### Exercise details
What lines of the material hold the string "School"? Pull each of them out.

### Records for processing

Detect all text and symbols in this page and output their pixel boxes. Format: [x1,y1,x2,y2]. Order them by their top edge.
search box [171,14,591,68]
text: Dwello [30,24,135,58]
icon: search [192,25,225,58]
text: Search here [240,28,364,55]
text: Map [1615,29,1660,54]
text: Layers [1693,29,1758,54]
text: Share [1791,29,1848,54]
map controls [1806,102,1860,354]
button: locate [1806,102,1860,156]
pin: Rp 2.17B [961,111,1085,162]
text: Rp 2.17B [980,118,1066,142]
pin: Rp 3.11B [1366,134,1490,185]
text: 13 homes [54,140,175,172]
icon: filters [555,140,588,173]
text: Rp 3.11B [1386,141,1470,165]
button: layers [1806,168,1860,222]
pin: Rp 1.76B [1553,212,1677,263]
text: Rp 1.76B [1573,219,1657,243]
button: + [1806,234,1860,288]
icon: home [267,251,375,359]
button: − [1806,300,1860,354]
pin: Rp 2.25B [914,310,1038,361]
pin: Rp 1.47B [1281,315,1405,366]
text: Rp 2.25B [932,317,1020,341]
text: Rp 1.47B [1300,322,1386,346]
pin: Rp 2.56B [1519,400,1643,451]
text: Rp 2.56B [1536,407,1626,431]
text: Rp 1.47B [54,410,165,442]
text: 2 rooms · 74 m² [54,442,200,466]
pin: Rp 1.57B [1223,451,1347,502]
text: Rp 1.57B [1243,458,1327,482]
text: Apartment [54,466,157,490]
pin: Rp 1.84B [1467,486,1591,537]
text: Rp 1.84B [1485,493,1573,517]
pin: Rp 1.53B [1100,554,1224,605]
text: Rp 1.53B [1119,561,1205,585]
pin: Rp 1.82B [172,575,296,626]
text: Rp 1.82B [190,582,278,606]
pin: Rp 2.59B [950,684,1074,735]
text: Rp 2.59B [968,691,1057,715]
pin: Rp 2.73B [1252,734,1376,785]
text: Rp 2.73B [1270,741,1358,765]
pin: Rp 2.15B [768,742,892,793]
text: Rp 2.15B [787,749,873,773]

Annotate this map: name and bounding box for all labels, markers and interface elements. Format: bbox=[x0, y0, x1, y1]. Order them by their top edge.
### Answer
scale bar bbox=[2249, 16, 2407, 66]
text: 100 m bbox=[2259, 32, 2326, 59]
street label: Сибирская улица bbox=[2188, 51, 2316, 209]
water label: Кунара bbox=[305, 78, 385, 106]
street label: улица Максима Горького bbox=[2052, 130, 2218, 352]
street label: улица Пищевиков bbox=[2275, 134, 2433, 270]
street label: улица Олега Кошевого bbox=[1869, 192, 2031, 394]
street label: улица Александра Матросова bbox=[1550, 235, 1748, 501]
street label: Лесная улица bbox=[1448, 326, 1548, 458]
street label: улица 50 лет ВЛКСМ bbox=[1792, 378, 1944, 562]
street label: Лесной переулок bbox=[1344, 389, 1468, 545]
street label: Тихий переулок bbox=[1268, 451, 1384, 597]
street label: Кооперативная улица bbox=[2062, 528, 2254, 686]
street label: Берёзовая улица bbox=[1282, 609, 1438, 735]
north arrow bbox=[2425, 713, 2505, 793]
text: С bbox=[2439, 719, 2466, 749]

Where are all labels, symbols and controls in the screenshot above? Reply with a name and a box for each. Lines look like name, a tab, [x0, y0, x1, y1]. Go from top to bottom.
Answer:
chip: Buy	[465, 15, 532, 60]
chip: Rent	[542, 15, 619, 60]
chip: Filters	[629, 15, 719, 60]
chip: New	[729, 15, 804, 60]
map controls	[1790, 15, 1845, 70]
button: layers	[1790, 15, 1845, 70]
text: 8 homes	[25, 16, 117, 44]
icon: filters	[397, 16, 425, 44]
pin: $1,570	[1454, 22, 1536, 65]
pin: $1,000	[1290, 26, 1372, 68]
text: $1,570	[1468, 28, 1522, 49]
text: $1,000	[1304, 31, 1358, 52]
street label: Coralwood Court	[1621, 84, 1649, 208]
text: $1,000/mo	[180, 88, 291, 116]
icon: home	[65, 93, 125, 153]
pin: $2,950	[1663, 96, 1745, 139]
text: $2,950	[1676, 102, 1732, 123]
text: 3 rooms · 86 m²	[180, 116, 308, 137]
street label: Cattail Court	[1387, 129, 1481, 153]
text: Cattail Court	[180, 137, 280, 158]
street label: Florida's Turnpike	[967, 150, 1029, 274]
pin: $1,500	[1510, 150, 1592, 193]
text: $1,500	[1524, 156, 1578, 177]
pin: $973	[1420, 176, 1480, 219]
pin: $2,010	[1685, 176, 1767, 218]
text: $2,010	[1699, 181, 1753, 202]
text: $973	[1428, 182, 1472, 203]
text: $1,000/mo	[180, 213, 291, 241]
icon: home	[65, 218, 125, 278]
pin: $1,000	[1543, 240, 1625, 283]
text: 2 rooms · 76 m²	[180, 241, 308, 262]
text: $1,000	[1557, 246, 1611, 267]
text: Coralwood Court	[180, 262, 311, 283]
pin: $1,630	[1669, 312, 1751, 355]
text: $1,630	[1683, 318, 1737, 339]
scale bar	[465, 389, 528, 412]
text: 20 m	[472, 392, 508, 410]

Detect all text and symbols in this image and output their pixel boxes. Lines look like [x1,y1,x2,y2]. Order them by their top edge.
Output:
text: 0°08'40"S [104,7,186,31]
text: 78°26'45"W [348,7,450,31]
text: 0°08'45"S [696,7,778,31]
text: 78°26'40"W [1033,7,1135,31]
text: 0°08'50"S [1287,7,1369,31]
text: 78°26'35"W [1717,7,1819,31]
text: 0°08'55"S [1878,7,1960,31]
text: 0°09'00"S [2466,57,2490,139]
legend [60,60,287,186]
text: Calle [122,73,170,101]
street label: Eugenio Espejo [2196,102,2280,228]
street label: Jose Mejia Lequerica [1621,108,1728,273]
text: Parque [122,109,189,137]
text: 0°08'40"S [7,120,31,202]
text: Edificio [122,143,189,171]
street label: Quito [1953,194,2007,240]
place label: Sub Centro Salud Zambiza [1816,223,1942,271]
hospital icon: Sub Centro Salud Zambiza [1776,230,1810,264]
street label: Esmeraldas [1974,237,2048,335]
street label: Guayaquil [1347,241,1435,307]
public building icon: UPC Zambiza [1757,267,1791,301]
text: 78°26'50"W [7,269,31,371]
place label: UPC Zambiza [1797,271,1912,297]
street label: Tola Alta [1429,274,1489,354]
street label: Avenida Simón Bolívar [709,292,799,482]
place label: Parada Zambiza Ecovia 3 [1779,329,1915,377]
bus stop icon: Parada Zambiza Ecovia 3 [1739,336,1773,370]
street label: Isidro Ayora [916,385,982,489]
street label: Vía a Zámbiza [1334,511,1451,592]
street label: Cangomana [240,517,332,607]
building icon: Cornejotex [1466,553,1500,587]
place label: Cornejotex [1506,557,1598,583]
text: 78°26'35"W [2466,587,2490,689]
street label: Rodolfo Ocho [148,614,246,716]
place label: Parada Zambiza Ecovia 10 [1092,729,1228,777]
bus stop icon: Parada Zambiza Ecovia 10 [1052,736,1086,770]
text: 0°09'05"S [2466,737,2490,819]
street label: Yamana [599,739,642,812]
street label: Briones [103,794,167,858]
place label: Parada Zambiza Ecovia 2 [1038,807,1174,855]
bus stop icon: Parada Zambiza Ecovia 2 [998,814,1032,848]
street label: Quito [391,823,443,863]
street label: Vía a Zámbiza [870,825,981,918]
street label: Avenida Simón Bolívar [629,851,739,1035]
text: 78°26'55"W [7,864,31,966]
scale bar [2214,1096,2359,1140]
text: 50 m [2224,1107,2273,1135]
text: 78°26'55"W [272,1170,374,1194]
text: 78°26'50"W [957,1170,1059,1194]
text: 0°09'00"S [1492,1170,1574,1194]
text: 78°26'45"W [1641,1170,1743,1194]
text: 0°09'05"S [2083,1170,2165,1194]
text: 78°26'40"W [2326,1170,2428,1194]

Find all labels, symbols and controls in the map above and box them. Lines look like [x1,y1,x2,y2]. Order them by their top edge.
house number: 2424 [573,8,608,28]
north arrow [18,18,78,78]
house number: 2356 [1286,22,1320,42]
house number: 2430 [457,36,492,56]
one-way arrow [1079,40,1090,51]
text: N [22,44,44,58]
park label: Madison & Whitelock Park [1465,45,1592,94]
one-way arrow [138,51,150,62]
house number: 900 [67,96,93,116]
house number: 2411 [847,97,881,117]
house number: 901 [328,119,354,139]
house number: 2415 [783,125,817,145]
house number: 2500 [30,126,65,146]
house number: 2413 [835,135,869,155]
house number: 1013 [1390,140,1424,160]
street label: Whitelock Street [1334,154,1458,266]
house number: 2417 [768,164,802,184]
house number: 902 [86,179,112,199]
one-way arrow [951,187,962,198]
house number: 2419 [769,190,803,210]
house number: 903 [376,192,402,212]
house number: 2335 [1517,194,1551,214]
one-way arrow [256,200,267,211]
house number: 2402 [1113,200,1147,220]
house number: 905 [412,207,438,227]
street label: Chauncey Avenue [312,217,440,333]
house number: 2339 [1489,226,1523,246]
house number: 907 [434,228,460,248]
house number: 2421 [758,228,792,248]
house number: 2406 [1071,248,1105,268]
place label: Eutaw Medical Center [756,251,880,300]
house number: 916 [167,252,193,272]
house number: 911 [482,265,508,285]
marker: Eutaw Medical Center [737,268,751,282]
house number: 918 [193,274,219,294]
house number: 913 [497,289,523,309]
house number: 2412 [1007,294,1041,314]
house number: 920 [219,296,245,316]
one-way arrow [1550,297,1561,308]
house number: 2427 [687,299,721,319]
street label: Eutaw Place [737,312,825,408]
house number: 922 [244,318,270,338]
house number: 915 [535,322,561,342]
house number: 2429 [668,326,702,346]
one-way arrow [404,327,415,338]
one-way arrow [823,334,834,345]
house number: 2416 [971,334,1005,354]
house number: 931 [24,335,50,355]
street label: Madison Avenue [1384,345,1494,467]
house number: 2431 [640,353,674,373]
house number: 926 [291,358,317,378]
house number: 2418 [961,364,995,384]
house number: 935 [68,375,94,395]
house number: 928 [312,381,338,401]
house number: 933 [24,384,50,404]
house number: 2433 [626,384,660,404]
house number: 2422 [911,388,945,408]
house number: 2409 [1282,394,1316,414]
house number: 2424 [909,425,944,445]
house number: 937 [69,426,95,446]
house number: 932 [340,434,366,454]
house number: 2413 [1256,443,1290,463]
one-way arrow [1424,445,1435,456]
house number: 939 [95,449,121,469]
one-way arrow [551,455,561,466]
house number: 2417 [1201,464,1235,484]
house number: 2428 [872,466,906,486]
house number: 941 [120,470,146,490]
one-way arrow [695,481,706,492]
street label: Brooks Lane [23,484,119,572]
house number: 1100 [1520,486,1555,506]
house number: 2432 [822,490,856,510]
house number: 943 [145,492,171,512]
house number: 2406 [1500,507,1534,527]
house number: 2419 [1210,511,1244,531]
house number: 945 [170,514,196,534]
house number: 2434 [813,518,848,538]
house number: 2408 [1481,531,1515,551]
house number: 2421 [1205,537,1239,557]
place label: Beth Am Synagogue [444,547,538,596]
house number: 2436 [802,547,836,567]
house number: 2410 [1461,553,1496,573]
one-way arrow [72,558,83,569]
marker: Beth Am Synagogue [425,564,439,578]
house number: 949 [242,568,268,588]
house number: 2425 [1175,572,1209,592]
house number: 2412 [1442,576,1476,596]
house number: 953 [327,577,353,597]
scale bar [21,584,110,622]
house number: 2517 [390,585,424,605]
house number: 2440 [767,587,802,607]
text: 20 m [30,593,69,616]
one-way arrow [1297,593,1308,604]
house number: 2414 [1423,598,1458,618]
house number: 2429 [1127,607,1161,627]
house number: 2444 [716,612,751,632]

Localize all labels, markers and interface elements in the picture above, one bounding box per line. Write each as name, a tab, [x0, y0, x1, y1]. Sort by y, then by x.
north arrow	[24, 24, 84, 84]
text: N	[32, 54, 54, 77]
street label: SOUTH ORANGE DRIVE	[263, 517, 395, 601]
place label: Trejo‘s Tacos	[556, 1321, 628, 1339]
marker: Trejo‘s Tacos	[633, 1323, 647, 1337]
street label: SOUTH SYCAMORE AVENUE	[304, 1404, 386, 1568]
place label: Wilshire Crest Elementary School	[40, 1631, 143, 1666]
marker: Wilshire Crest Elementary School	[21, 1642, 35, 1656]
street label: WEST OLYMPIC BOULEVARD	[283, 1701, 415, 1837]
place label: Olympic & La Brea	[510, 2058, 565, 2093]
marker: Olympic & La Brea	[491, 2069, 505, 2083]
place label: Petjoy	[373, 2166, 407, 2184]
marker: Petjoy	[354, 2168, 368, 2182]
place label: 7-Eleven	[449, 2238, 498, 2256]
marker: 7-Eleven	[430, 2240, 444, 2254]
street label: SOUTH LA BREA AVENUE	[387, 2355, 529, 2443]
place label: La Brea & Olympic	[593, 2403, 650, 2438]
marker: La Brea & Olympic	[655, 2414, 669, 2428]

### Written answer
place label: Wilshire Crest Elementary School	[40, 1631, 143, 1666]
marker: Wilshire Crest Elementary School	[21, 1642, 35, 1656]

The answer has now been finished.